全部で5巻しかなく、今ならポイントバックもついてきて大変お得です。この機会にぜひ読んでほしいので、紹介していきます。大々的なネタバレはしていないつもりだが、具体的な台詞を引用したりはするので注意してください。

 

 

 

 

 

1.麻雀知識の要らない麻雀漫画

能條純一作『哭きの竜』は、1985年から90年にかけて麻雀雑誌の『別冊近代麻雀』で連載された麻雀漫画である。それまでの麻雀漫画が賭博としてのスリルを重視しており、スポ根風の作画で派手なイカサマを駆使するものが多かった中、クールな美男子が正当なルールに則ってスマートに快勝していく展開は斬新であり、後年の麻雀漫画に大きな影響を与えたという。しかし『哭きの竜』を読むあたって麻雀のルールを知っている必要はまったくない。実際、これを書いているわたしは麻雀を1ミリも知らないが問題なく楽しめた。ストーリーはシンプルだ。鳴き麻雀を得意とする天才雀士・竜の強運に魅せられたやくざたちが、彼を配下に収めようと抗争を繰り広げるだけ。つまり、男ヒロイン・竜を巡って男たちが争うラブストーリーなんですね。

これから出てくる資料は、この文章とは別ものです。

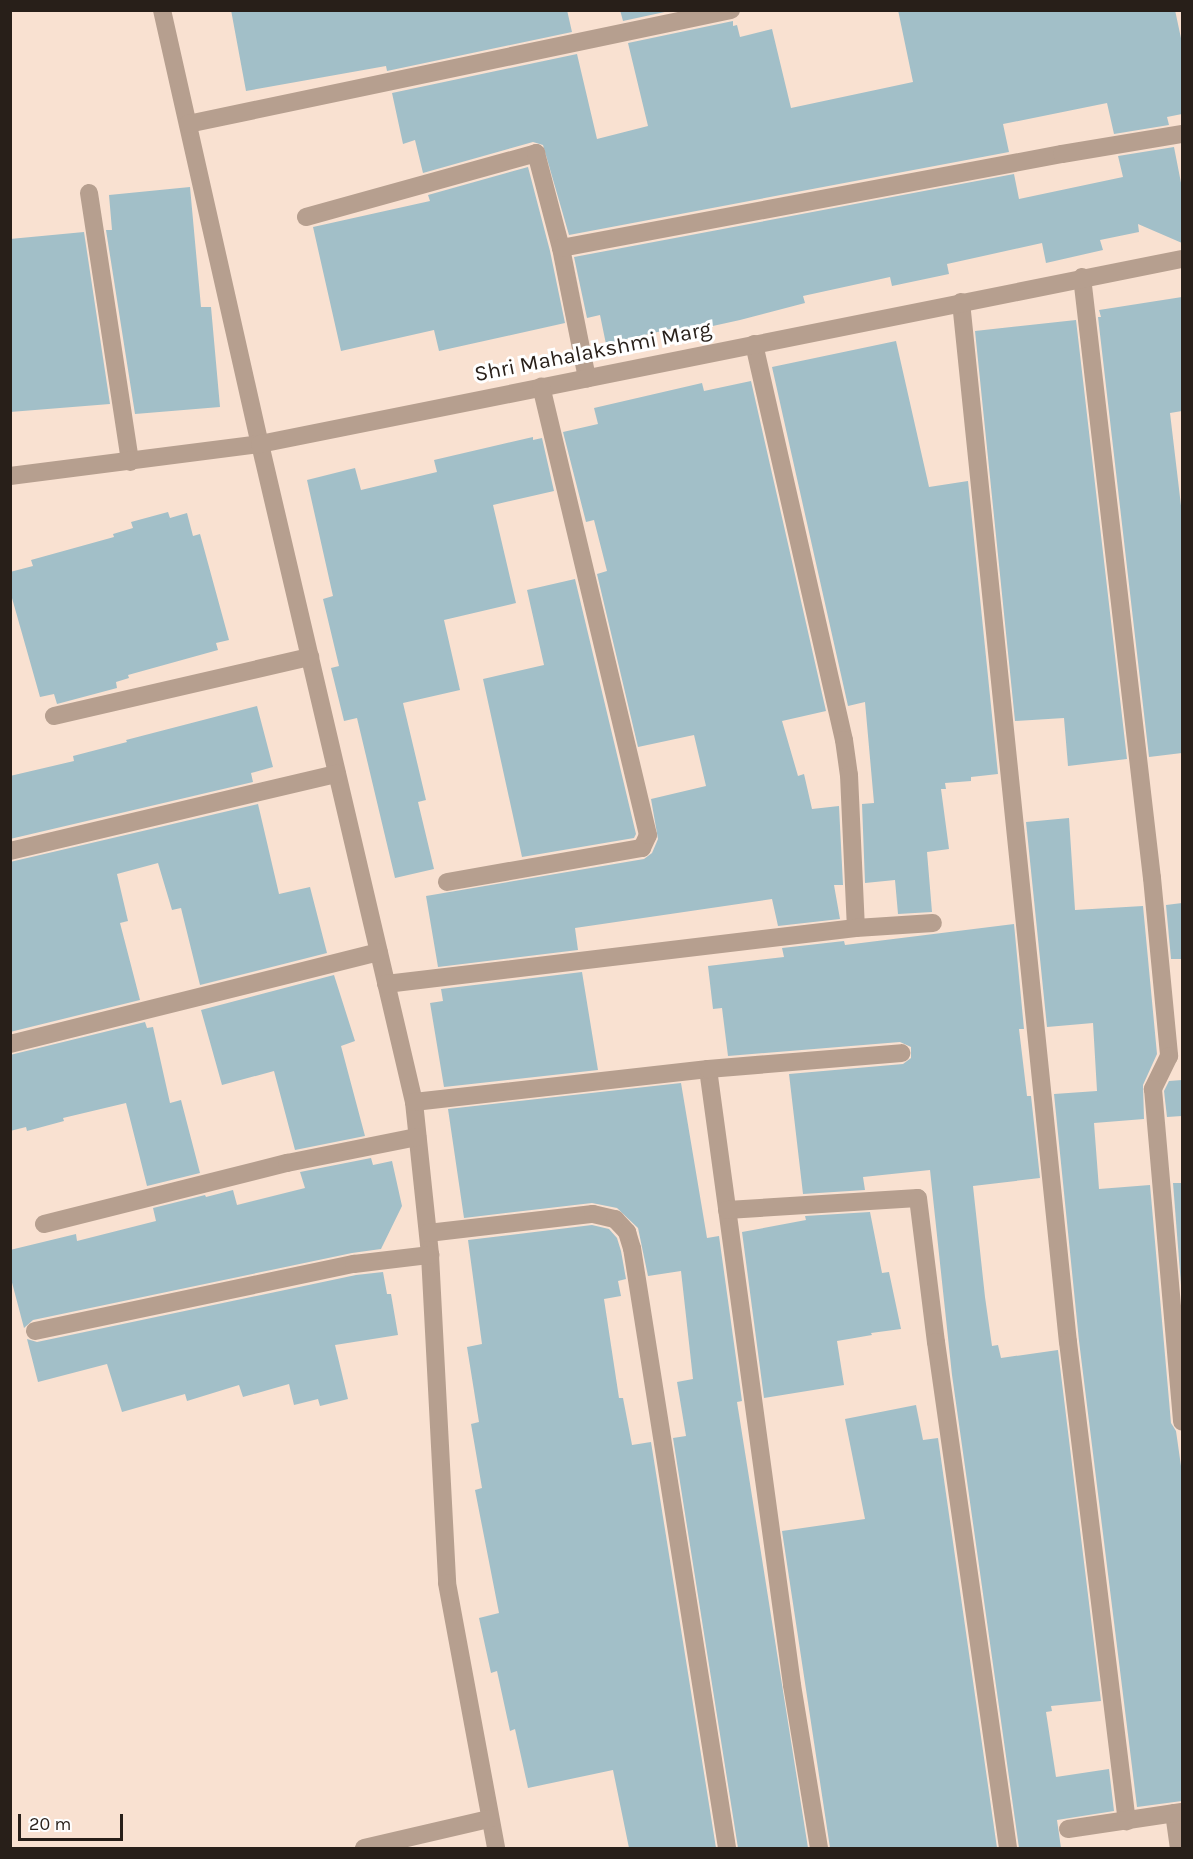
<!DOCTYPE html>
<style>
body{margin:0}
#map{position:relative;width:1193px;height:1859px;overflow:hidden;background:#f9e1d1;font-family:Karla,sans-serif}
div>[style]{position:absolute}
.building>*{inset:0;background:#a2bfc8}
.minor>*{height:18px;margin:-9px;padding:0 9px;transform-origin:9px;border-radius:9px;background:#b69f8f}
span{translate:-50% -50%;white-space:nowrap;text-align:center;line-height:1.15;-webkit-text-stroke:6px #fff;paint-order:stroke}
.street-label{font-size:22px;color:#281f19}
.frame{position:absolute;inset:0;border:12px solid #281f19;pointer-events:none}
.scale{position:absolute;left:18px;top:1814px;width:105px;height:27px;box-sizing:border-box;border:3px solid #281f19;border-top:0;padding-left:8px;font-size:18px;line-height:21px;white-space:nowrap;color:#281f19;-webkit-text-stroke:4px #fff;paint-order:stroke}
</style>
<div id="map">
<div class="building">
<i style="clip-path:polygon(231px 10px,567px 10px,572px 32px,387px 71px,386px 66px,246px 91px)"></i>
<i style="clip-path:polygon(620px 10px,674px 10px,623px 21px)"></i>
<i style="clip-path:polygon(898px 10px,1175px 10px,1182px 43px,1182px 114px,1167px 117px,1169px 125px,1114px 134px,1107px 103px,1003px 124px,1009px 152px,569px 235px,543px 145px,533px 142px,423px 173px,415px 140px,403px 144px,392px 93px,577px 54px,597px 139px,648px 126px,628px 43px,733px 21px,733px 26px,737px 25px,740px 37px,772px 29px,791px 108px,913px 82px)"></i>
<i style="clip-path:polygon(1174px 147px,1182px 188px,1182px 243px,1138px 224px,1139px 232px,1100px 240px,1103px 250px,1046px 263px,1042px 243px,947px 264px,949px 274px,892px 286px,890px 277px,803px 296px,805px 303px,740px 320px,681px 333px,679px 327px,606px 344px,600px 315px,587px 318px,574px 257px,1014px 174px,1019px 199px,1123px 177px,1118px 156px)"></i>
<i style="clip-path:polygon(528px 167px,550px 251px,565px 323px,439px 351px,434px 330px,341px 351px,313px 227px,430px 201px,428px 195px)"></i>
<i style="clip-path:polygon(190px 187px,201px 307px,211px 307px,220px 407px,135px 414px,106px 230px,112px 230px,109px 195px)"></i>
<i style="clip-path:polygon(84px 232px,110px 404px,10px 412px,10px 239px)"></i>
<i style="clip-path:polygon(1182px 297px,1182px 411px,1170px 413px,1182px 514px,1182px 753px,1149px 757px,1098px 317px,1101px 317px,1099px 310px)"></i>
<i style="clip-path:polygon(1076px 320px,1127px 759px,1068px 766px,1064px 718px,1015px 721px,975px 331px)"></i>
<i style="clip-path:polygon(896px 341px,929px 487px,968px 481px,998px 774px,971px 777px,971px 781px,945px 783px,946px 789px,941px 789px,949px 849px,927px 852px,932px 912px,898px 914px,895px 880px,865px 883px,862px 804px,874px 803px,865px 702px,848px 706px,772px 367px)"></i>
<i style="clip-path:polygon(751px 381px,826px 711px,782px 721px,798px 776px,804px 774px,812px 809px,839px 806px,843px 885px,834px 885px,840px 919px,778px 926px,772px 899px,575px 928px,578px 950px,438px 967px,426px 896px,644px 859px,652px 853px,658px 839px,651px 799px,706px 786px,694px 735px,638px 747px,597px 574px,607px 571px,594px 520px,586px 522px,563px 432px,598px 424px,594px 408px,702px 383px,704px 391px)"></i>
<i style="clip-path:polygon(533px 437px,533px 440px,542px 438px,554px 491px,493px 505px,516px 603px,444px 620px,460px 690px,403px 703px,426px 800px,418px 802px,434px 869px,395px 878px,357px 718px,344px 721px,331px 668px,339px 666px,323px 599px,333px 596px,307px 480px,355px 468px,361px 490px,437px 472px,434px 460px)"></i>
<i style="clip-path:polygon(168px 512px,170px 518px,187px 513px,193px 536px,200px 534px,229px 640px,216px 643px,218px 650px,128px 675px,129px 678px,116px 682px,117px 688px,57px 704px,54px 694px,40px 697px,10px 591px,10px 572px,33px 566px,31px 560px,114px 537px,113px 534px,133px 528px,131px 522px)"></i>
<i style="clip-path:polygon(575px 579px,636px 834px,634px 838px,522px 857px,483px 679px,544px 665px,527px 590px)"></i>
<i style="clip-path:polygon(257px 706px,273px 767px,251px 773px,253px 782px,10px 839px,10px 776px,74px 761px,73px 756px,127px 742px,126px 740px)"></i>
<i style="clip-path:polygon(258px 804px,279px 894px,310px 887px,327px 953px,200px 985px,181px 908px,172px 910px,158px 863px,117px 874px,128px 921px,120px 923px,140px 1000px,10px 1032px,10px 862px)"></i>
<i style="clip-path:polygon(1069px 818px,1075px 910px,1143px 906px,1157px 1054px,1143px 1085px,1144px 1119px,1094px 1123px,1099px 1189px,1150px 1185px,1171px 1423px,1176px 1431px,1182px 1473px,1182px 1801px,1137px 1807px,1079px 1341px,1054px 1094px,1097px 1091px,1093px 1023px,1047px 1027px,1026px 822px)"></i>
<i style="clip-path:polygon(1182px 903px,1182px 959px,1171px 959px,1166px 905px)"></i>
<i style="clip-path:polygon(1014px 924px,1024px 1029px,1019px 1029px,1027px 1096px,1031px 1096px,1040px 1178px,973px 1186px,985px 1297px,992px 1346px,998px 1345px,1001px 1358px,1058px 1350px,1101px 1701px,1051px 1706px,1052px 1711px,1046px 1712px,1056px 1777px,1109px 1769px,1114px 1811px,1057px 1820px,1061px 1848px,1019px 1848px,952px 1375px,930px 1170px,863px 1177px,865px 1190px,803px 1194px,789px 1074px,903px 1064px,911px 1058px,911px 1047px,900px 1042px,728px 1056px,722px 1008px,713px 1009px,708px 966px,784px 957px,782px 948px,844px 941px,845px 945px)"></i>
<i style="clip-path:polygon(582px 972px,598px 1070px,444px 1087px,430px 1003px,443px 1001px,441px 989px)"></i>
<i style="clip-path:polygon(334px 975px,355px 1041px,341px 1046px,365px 1136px,295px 1150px,274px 1071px,222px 1085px,201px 1010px)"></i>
<i style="clip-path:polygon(145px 1022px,147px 1028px,153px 1027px,170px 1103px,181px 1100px,200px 1173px,147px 1186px,126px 1103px,63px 1118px,64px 1121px,27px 1131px,26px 1127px,10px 1131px,10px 1055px)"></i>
<i style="clip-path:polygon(1182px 1080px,1182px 1116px,1167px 1117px,1164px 1091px,1169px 1081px)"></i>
<i style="clip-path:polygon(681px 1083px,707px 1238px,719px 1236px,742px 1401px,737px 1402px,808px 1848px,738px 1848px,673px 1438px,686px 1436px,677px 1382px,693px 1379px,681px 1271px,648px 1276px,638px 1228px,617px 1208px,592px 1203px,464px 1218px,448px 1109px)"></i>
<i style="clip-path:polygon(371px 1158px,373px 1165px,392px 1161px,402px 1206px,381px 1249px,352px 1253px,33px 1320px,24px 1328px,10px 1275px,10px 1250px,76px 1234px,77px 1241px,156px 1221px,153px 1208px,205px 1195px,206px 1197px,233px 1190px,237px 1205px,305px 1188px,300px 1172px)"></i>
<i style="clip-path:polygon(1173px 1183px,1182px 1183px,1182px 1298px)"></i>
<i style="clip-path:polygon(870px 1212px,882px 1273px,889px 1272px,901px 1329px,871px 1333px,872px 1335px,837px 1341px,844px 1385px,764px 1398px,742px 1232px,806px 1220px,805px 1216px)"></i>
<i style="clip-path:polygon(592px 1225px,609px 1229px,617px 1238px,621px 1251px,626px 1279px,618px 1281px,621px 1296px,604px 1299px,619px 1398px,623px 1398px,632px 1445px,651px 1442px,716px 1848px,629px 1848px,613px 1770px,528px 1788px,515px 1729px,510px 1731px,497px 1671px,491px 1673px,479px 1618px,499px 1613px,475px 1490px,482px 1488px,471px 1424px,479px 1422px,467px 1347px,482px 1344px,468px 1240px)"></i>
<i style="clip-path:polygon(383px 1272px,387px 1294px,391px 1294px,398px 1335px,335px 1345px,348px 1399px,320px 1406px,318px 1399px,294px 1405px,289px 1384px,243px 1397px,239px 1385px,187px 1401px,185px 1394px,122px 1412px,107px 1364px,38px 1382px,27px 1339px,37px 1342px,356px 1275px)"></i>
<i style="clip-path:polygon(916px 1405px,923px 1440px,938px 1438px,997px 1848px,830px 1848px,782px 1531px,865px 1519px,845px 1419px)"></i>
</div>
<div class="minor">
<i style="left:162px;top:10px;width:445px;rotate:77.3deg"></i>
<i style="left:260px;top:444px;width:676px;rotate:76.83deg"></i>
<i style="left:414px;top:1102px;width:154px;rotate:84deg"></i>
<i style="left:430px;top:1255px;width:328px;rotate:87deg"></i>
<i style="left:447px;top:1583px;width:269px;rotate:79.5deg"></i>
<i style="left:188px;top:124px;width:555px;rotate:-11.86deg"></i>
<i style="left:89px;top:193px;width:272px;rotate:81.3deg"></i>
<i style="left:306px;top:217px;width:239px;rotate:-15.5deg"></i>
<i style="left:536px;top:153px;width:98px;rotate:75.3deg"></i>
<i style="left:561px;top:248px;width:133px;rotate:78.7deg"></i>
<i style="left:561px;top:248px;width:510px;rotate:-10.63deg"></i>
<i style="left:1062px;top:154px;width:122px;rotate:-9.5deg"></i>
<i style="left:1082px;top:277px;width:605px;rotate:83.36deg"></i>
<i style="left:1152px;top:878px;width:179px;rotate:84.5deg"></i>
<i style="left:1169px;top:1056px;width:37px;rotate:116deg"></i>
<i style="left:1153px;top:1089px;width:334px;rotate:85deg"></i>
<i style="left:961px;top:302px;width:1045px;rotate:84.13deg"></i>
<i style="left:1068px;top:1342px;width:483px;rotate:83deg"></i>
<i style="left:754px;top:344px;width:406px;rotate:77.2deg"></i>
<i style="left:844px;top:740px;width:35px;rotate:82deg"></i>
<i style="left:849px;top:775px;width:153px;rotate:87.4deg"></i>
<i style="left:10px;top:476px;width:252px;rotate:-7.3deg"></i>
<i style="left:260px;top:444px;width:940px;rotate:-11.35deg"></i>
<i style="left:54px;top:716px;width:263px;rotate:-13deg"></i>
<i style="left:10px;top:851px;width:336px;rotate:-13.3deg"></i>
<i style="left:447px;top:882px;width:198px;rotate:-9.9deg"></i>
<i style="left:642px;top:848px;width:14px;rotate:-65deg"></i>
<i style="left:648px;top:835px;width:461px;rotate:-103.4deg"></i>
<i style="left:386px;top:984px;width:473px;rotate:-6.8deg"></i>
<i style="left:856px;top:928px;width:77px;rotate:-3.7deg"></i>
<i style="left:10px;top:1044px;width:380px;rotate:-14deg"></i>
<i style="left:708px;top:1069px;width:622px;rotate:82.23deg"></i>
<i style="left:792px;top:1685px;width:165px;rotate:80.6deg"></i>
<i style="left:414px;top:1102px;width:296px;rotate:-6.4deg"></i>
<i style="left:708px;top:1069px;width:194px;rotate:-4.7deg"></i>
<i style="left:727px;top:1210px;width:191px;rotate:-3.6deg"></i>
<i style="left:918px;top:1198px;width:145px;rotate:82.9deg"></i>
<i style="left:936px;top:1342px;width:511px;rotate:81.9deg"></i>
<i style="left:44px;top:1224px;width:251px;rotate:-14.1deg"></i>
<i style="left:287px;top:1163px;width:133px;rotate:-11.3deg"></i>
<i style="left:428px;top:1233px;width:166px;rotate:-6.6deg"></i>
<i style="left:593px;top:1214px;width:23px;rotate:13deg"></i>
<i style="left:615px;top:1219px;width:18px;rotate:47deg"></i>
<i style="left:627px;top:1232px;width:17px;rotate:73deg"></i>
<i style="left:632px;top:1248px;width:607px;rotate:81deg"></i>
<i style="left:35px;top:1331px;width:326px;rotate:-11.9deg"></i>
<i style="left:354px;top:1264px;width:77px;rotate:-6.8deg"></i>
<i style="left:1174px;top:1813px;width:35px;rotate:82deg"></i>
<i style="left:1068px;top:1829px;width:115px;rotate:-8.5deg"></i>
<i style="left:364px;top:1848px;width:128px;rotate:-13.1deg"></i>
</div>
<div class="street-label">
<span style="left:593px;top:352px;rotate:-11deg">Shri Mahalakshmi Marg</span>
</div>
<div class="frame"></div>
<div class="scale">20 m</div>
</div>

竜の強さは物語の最初から極まっており、成長譚ではない。絶対的ヒロインとして最初から最後まで君臨する。『グラップラー刃牙』に近い構造で、途中から刃牙よりも脇役の出番が多くなるのも似ている。刃牙シリーズの範馬刃牙のヒロイン性はボーイズラブ研究家の金田淳子が著書『『グラップラー刃牙』はBLではないかと1日30時間300日考えた乙女の記録ッッ』で論じています。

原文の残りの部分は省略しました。